Paciente poliqueixoso + contexto familiar complexo → Abordagem familiar sistêmica (genograma/ecomapa) é a primeira medida.

Resumo-Chave

Em pacientes com queixas múltiplas e refratárias, especialmente em um contexto familiar complexo e disfuncional, a primeira medida deve ser uma abordagem sistêmica da dinâmica familiar. Ferramentas como genograma e ecomapa ajudam a visualizar as relações e identificar estressores, permitindo uma intervenção mais holística e eficaz.

Contexto Educacional

A Atenção Primária à Saúde (APS) é o cenário ideal para a abordagem integral do paciente, considerando não apenas a doença, mas também o indivíduo em seu contexto familiar e social. Pacientes rotulados como 'poliqueixosos' ou 'difíceis' frequentemente apresentam um complexo emaranhado de problemas de saúde física, mental e social, que não podem ser resolvidos com uma abordagem puramente biomédica. A compreensão da dinâmica familiar é, portanto, uma ferramenta diagnóstica e terapêutica poderosa. Nesses casos, a primeira medida deve ser uma escuta ativa e empática, seguida pela utilização de ferramentas como o genograma e o ecomapa.

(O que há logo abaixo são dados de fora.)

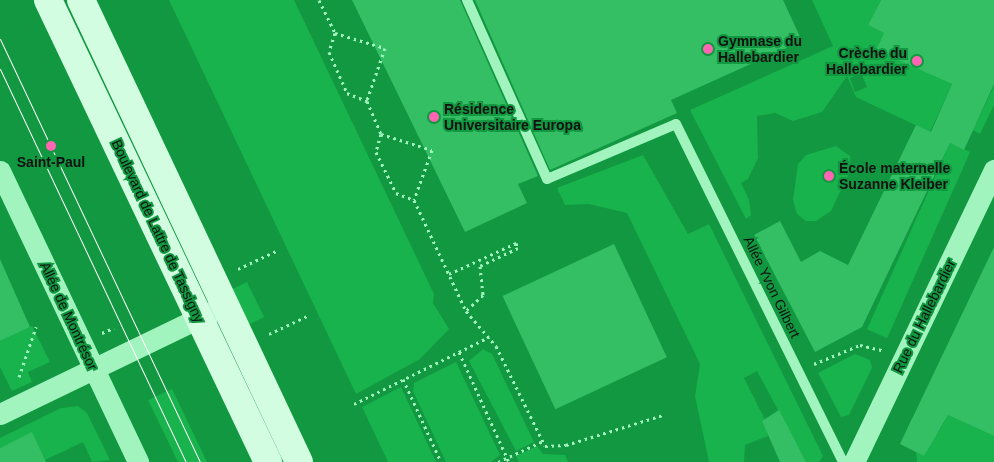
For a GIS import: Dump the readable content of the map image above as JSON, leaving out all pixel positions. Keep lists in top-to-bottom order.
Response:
{
  "streets": {
    "street": ["Boulevard de Lattre de Tassigny", "Allée de Montrésor", "Rue du Hallebardier"],
    "lane": ["Allée Yvon Gilbert"]
  },
  "places": [
    "Gymnase du Hallebardier",
    "Crèche du Hallebardier",
    "Résidence Universitaire Europa",
    "Saint-Paul",
    "École maternelle Suzanne Kleiber"
  ]
}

O genograma permite mapear a estrutura familiar, as relações, os ciclos de vida e os eventos significativos ao longo de gerações, revelando padrões e estressores. O ecomapa, por sua vez, ilustra as conexões da família com o ambiente externo (trabalho, escola, serviços de saúde, amigos), identificando recursos e fontes de estresse. Ao compreender a complexidade das relações familiares e sociais, o profissional de saúde pode identificar os fatores que contribuem para as queixas do paciente, como conflitos geracionais, sobrecarga de cuidado, luto não resolvido ou falta de apoio. A partir dessa compreensão, é possível planejar intervenções que visem não apenas o tratamento dos sintomas, mas também a melhoria da comunicação, o fortalecimento dos laços familiares e a busca por recursos externos, promovendo uma saúde mais duradoura e integral.

Perguntas Frequentes

Por que a abordagem familiar é crucial para pacientes com queixas múltiplas e refratárias?

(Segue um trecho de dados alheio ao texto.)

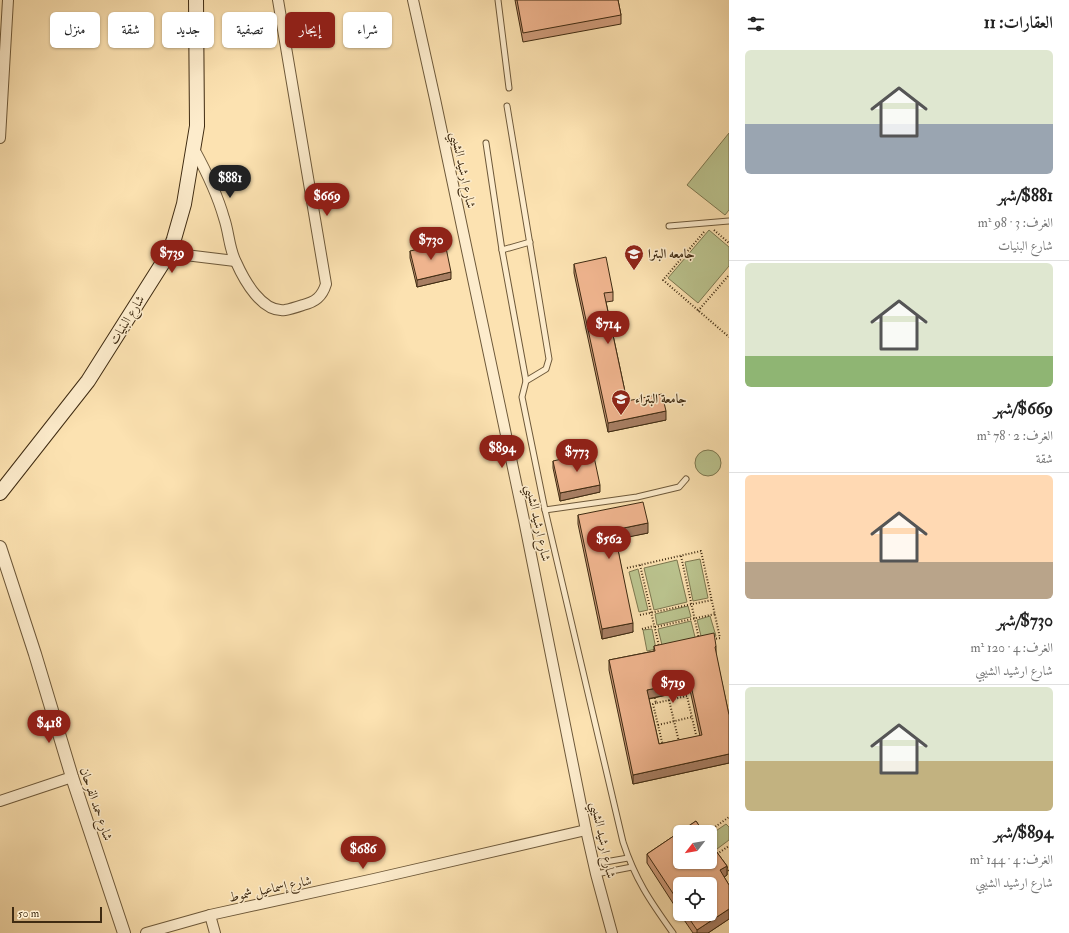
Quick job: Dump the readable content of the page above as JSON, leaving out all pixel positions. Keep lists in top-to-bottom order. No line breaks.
{"streets":{"main road":["شارع البنيات"],"street":["شارع ارشيد الشيبي","شارع حمد الفرحان","شارع إسماعيل شموط"]},"crossings":[["شارع ارشيد الشيبي","شارع إسماعيل شموط"]],"places":{"school or university":["جامعه البترا","جامعة البتراء"]},"scale_bar":"50 m","north":"bottom left","page":{"heading":"العقارات: 11","chip":["شراء","إيجار","تصفية","جديد","شقة","منزل"],"list":[{"name":"$881/شهر","note":"الغرف: 3 · 98 m² · شارع البنيات"},{"name":"$669/شهر","note":"الغرف: 2 · 78 m² · شقة"},{"name":"$730/شهر","note":"الغرف: 4 · 120 m² · شارع ارشيد الشيبي"},{"name":"$894/شهر","note":"الغرف: 4 · 144 m² · شارع ارشيد الشيبي"}],"price":["$881","$669","$730","$739","$714","$894","$773","$562","$719","$418","$686"],"scale":"50 m"}}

A abordagem familiar é crucial porque muitas queixas físicas e emocionais estão interligadas a dinâmicas familiares disfuncionais, estressores sociais e falta de apoio. Tratar o indivíduo isoladamente pode ser ineficaz se o contexto sistêmico não for endereçado.

O que são genograma e ecomapa e como auxiliam na consulta?

O genograma é uma representação gráfica da estrutura familiar ao longo de gerações, mostrando relações e eventos importantes. O ecomapa ilustra as conexões da família com sistemas externos (escola, trabalho, saúde). Ambos ajudam a visualizar a rede de apoio, estressores e recursos, orientando a intervenção.

Como a comunicação familiar disfuncional pode impactar a saúde do paciente?

A comunicação disfuncional pode gerar estresse crônico, dificultar a expressão de necessidades, criar conflitos não resolvidos e minar o apoio emocional, contribuindo para o surgimento ou agravamento de sintomas físicos e mentais, como depressão e cefaleia.